(Collected data)
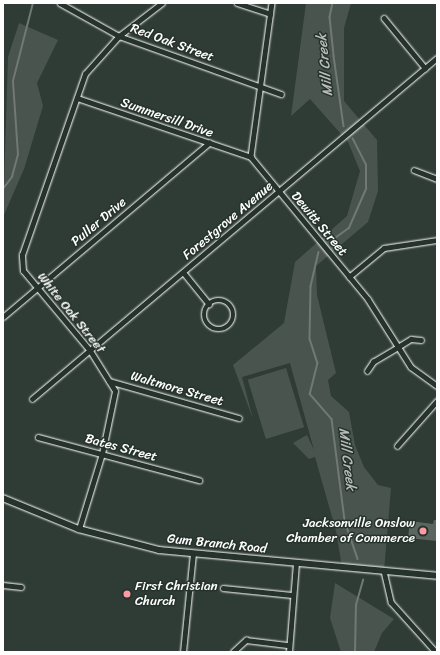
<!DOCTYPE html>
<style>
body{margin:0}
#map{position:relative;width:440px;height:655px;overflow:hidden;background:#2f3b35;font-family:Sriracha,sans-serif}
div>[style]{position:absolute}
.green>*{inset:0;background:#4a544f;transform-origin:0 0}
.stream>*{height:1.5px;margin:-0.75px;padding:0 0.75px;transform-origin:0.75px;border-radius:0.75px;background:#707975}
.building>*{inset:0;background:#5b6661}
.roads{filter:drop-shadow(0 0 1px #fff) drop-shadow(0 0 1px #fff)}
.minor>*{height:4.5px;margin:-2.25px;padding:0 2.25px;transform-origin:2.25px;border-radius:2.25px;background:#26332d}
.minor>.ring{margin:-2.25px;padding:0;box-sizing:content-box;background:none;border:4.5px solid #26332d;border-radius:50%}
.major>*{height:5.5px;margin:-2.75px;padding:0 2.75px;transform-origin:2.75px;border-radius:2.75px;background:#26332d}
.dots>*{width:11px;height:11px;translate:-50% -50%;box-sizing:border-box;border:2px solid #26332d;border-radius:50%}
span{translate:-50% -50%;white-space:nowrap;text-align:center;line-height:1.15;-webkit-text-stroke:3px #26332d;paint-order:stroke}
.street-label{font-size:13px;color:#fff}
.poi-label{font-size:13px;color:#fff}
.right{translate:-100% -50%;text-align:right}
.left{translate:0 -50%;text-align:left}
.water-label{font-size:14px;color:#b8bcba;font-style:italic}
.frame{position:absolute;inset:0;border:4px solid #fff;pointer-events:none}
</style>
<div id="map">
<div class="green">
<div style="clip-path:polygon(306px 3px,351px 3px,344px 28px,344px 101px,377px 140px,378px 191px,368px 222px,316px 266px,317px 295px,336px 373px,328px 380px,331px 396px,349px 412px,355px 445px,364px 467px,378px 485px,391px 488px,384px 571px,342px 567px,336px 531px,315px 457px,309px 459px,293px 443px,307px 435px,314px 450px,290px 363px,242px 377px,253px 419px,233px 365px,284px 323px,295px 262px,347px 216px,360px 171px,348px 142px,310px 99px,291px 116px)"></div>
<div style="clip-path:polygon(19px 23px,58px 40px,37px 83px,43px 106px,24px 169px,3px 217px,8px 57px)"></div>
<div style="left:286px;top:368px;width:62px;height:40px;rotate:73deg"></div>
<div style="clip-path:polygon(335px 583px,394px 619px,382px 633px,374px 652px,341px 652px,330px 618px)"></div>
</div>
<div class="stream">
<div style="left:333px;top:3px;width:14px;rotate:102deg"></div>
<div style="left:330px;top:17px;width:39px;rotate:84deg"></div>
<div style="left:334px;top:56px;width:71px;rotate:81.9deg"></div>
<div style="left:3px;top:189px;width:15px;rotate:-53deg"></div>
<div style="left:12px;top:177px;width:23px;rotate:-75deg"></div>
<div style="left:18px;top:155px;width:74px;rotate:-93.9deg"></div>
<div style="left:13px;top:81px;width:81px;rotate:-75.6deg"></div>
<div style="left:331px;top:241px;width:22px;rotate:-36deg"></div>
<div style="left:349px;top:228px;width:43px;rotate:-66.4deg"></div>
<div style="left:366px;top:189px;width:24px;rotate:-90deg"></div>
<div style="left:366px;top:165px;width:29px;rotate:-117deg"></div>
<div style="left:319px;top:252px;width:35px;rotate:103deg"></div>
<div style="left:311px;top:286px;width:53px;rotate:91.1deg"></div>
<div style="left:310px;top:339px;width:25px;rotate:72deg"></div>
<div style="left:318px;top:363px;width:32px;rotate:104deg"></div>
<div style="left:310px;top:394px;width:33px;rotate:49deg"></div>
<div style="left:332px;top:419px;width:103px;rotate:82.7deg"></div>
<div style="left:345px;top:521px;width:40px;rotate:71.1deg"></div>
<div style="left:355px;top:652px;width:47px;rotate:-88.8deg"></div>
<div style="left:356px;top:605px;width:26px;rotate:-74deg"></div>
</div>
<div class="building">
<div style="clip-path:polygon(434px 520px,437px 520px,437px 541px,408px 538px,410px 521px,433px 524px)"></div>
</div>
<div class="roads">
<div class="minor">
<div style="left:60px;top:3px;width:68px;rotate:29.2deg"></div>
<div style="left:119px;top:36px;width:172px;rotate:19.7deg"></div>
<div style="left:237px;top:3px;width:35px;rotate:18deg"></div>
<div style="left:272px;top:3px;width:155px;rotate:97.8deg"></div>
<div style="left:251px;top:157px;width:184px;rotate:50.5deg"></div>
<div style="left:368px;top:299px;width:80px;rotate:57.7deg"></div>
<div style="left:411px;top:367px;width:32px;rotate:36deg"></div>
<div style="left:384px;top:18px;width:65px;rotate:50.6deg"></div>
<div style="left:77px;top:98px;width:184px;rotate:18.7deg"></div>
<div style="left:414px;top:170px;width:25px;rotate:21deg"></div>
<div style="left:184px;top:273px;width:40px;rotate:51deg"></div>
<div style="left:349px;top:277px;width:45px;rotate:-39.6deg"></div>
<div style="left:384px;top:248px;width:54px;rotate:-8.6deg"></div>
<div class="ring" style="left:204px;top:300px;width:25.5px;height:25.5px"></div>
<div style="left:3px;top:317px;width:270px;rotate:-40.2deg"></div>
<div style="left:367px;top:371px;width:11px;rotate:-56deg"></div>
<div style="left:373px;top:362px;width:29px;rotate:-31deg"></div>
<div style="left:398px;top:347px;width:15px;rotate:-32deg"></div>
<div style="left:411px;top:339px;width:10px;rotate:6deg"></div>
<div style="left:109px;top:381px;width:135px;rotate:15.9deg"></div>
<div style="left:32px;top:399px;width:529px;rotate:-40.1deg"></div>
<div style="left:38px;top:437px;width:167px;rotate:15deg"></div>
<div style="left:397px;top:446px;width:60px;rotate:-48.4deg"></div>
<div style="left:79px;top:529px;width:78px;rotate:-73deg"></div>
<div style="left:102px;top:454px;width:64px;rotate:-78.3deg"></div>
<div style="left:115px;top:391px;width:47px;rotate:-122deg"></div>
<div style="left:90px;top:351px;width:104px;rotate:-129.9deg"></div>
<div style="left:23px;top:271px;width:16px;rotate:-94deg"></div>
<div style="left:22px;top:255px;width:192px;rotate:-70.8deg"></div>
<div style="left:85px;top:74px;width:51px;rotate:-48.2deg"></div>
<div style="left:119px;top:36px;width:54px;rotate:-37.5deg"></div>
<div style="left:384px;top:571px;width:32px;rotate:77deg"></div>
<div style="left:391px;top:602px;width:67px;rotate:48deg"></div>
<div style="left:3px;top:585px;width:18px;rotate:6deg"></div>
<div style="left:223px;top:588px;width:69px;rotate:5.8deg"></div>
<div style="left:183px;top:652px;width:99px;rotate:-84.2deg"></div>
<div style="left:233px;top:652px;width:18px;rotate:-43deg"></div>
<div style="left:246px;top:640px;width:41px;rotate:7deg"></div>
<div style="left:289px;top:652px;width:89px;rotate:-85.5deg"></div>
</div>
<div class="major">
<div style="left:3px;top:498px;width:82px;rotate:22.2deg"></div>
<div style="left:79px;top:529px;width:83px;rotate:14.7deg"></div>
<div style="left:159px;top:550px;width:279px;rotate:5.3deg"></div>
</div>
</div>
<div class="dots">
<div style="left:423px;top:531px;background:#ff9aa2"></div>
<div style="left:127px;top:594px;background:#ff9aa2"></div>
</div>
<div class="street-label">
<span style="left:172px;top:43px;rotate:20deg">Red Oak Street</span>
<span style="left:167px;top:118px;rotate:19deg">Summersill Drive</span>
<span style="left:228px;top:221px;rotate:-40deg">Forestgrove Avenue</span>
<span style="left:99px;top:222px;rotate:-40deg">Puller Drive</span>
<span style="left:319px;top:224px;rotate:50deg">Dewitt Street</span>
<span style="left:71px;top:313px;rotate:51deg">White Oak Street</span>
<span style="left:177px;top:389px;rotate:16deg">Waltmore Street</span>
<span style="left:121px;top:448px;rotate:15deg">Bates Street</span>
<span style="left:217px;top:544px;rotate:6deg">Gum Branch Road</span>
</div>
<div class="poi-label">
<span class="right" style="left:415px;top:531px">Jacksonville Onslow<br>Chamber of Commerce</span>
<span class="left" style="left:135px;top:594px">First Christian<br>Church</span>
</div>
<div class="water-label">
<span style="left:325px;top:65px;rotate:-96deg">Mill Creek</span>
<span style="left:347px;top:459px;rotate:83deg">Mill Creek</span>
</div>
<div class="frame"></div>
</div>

* * *

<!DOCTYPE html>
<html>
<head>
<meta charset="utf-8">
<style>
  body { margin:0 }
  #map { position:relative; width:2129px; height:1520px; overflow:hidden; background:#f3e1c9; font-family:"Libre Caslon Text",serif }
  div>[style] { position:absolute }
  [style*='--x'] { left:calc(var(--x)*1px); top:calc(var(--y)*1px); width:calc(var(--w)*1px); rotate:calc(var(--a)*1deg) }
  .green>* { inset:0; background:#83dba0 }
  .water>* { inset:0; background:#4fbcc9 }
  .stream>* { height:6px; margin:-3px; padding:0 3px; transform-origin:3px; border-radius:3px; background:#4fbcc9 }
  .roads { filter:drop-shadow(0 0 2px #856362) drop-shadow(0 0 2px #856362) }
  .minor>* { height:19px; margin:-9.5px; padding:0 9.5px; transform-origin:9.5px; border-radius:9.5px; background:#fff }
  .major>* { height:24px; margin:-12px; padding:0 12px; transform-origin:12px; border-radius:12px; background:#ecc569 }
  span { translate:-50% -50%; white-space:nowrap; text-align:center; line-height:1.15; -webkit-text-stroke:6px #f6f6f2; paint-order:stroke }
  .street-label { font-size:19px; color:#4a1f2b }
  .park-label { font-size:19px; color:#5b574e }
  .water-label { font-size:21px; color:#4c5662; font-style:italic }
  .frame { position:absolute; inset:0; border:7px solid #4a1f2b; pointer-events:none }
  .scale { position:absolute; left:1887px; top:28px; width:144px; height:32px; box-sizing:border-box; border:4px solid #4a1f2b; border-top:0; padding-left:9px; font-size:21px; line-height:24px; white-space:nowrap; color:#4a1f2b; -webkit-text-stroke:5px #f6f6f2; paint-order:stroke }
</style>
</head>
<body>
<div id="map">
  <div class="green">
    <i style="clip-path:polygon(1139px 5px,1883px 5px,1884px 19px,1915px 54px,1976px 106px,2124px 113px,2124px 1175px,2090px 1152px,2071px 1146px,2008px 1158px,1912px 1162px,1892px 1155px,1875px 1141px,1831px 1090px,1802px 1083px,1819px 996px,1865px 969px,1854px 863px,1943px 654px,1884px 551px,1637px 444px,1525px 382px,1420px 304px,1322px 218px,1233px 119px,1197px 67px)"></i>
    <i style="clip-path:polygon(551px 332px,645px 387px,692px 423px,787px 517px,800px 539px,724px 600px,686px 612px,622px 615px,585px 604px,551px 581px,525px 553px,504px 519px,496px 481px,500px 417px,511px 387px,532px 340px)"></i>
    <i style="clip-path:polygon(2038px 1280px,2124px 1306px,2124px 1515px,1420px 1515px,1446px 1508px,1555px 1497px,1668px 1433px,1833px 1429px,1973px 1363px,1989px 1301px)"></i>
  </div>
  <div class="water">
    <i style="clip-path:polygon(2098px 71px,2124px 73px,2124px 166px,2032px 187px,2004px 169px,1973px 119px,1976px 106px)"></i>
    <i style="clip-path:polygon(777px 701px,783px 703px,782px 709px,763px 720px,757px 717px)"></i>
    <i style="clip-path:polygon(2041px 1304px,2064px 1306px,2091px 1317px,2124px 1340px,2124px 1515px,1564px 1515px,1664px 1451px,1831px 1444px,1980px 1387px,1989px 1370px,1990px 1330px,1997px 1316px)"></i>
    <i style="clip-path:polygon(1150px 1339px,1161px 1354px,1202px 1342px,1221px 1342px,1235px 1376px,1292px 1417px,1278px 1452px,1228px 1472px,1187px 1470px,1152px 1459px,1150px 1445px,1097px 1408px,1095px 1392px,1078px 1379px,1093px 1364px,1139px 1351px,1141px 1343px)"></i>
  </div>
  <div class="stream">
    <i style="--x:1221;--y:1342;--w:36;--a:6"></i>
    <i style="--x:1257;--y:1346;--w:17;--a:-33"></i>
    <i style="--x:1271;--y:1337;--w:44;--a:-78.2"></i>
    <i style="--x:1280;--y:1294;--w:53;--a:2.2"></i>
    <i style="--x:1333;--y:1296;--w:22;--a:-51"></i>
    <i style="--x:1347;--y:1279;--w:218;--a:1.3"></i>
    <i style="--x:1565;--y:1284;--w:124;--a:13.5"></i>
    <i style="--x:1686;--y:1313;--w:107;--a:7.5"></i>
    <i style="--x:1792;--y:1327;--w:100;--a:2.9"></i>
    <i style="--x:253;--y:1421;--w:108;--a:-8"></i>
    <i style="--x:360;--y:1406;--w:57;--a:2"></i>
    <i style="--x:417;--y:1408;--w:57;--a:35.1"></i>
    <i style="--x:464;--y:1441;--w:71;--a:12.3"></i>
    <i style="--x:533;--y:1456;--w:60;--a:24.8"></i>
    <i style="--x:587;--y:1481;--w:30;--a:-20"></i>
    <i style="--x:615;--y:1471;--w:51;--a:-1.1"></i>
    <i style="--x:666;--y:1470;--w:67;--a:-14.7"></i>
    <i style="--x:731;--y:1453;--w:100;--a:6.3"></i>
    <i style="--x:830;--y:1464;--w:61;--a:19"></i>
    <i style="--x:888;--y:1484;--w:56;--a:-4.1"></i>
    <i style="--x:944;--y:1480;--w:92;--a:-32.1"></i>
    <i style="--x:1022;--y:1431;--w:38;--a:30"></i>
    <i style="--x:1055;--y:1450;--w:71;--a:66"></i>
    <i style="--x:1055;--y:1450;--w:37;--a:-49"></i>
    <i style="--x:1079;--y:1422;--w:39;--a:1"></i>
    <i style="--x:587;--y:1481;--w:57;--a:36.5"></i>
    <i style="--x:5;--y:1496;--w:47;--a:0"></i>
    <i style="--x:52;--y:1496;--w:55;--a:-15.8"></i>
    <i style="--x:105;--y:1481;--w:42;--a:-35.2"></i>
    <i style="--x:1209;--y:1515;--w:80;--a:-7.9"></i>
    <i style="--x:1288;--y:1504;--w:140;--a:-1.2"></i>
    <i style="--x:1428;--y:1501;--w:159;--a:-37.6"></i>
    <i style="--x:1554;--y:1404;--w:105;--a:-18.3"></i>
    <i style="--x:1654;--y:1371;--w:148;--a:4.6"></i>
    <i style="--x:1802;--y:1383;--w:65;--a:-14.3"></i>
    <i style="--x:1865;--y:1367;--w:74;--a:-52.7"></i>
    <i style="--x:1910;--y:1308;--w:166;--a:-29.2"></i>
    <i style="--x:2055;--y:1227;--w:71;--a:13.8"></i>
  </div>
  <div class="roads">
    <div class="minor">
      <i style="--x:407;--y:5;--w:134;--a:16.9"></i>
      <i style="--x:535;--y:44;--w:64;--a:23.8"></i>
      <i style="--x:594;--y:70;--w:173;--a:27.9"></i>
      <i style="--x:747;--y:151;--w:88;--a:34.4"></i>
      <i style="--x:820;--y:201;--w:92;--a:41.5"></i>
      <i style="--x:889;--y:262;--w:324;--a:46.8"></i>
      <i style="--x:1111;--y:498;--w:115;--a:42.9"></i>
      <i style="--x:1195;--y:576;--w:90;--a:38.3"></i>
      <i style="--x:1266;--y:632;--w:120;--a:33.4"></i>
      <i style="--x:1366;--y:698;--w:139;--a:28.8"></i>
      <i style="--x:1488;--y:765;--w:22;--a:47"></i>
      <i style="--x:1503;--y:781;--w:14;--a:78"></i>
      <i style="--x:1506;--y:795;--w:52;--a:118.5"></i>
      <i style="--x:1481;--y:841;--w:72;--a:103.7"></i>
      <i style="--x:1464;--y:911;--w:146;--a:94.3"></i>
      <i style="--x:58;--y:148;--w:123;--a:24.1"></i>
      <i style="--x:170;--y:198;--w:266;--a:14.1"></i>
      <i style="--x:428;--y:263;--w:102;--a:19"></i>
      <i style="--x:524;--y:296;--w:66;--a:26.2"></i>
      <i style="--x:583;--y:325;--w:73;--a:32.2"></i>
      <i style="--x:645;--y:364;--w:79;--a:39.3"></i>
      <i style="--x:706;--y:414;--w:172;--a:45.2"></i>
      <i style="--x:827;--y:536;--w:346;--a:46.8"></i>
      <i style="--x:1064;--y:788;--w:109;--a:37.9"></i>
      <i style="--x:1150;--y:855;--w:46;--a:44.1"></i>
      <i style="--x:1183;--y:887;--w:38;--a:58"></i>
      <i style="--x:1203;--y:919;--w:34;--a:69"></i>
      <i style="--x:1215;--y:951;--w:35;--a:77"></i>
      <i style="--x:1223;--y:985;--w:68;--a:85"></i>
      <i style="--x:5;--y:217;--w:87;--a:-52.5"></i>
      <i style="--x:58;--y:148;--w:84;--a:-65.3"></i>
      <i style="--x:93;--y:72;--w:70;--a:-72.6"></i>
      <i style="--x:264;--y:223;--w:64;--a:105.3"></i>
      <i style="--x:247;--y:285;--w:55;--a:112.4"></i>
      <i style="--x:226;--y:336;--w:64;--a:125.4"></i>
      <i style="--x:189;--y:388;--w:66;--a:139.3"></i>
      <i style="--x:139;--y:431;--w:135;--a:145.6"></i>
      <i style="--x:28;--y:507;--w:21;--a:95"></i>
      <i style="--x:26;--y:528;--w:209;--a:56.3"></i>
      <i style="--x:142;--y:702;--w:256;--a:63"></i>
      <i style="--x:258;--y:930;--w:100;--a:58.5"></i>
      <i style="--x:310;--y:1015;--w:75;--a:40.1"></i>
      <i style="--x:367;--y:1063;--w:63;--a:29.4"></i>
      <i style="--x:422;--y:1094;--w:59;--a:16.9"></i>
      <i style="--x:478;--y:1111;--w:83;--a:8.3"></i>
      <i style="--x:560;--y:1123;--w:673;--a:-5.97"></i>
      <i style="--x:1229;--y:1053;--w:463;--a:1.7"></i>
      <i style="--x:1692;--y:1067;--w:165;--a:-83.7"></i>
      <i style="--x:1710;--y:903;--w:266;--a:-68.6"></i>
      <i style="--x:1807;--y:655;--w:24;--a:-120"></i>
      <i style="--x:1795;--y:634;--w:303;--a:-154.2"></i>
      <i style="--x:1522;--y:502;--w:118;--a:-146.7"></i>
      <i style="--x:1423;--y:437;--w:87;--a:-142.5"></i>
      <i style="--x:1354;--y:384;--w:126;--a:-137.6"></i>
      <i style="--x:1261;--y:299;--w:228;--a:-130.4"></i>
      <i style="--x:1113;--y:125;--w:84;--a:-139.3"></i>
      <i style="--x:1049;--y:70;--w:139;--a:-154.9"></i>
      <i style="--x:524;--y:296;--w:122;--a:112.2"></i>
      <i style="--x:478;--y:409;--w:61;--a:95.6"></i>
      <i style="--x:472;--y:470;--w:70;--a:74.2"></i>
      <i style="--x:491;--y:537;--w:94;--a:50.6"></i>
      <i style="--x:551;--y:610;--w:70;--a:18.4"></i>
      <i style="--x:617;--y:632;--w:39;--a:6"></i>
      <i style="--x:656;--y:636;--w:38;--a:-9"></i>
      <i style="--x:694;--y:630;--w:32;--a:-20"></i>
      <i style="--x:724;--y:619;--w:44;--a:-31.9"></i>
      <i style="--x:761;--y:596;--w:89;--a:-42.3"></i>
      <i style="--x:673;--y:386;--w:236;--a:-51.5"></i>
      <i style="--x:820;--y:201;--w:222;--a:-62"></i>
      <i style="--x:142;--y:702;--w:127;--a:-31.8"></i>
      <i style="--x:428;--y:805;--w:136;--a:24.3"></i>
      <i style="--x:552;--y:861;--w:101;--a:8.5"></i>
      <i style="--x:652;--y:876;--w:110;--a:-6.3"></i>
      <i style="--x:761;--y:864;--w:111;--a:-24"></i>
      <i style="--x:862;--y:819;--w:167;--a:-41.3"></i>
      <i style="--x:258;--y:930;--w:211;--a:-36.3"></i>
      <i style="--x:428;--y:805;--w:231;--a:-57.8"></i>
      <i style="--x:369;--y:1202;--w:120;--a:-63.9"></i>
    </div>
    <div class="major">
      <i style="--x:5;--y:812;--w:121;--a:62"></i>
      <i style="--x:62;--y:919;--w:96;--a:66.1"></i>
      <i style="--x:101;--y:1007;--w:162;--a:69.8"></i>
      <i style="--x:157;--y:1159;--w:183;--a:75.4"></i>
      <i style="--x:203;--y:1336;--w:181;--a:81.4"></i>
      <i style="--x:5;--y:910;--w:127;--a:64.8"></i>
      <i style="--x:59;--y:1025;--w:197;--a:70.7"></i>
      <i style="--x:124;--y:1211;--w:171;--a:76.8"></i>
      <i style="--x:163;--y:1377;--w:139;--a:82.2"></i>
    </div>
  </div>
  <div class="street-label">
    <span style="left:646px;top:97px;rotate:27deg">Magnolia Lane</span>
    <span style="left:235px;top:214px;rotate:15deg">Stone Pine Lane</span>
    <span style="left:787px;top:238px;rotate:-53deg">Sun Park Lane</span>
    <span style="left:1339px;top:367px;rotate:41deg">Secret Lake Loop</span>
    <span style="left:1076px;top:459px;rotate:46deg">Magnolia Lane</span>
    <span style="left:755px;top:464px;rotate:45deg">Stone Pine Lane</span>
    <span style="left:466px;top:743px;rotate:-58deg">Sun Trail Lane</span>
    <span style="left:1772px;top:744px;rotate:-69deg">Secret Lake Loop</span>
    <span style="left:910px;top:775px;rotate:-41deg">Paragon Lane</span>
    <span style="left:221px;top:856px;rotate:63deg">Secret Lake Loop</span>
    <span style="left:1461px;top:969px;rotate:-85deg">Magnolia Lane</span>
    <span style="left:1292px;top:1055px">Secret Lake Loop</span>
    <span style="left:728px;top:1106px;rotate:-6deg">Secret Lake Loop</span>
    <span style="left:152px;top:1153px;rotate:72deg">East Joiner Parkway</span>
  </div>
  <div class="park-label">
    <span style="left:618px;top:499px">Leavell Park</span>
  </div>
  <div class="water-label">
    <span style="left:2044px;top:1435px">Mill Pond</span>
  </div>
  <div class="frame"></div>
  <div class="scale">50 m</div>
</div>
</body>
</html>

**Requirement**. Copy out only the lines above from the one with "height:6px; margin:-3px; padding:0" to the one with "filter:drop-shadow(0 0 2px", inclusive, exactly as they stand.

**Output for this exercise**.
  .stream>* { height:6px; margin:-3px; padding:0 3px; transform-origin:3px; border-radius:3px; background:#4fbcc9 }
  .roads { filter:drop-shadow(0 0 2px #856362) drop-shadow(0 0 2px #856362) }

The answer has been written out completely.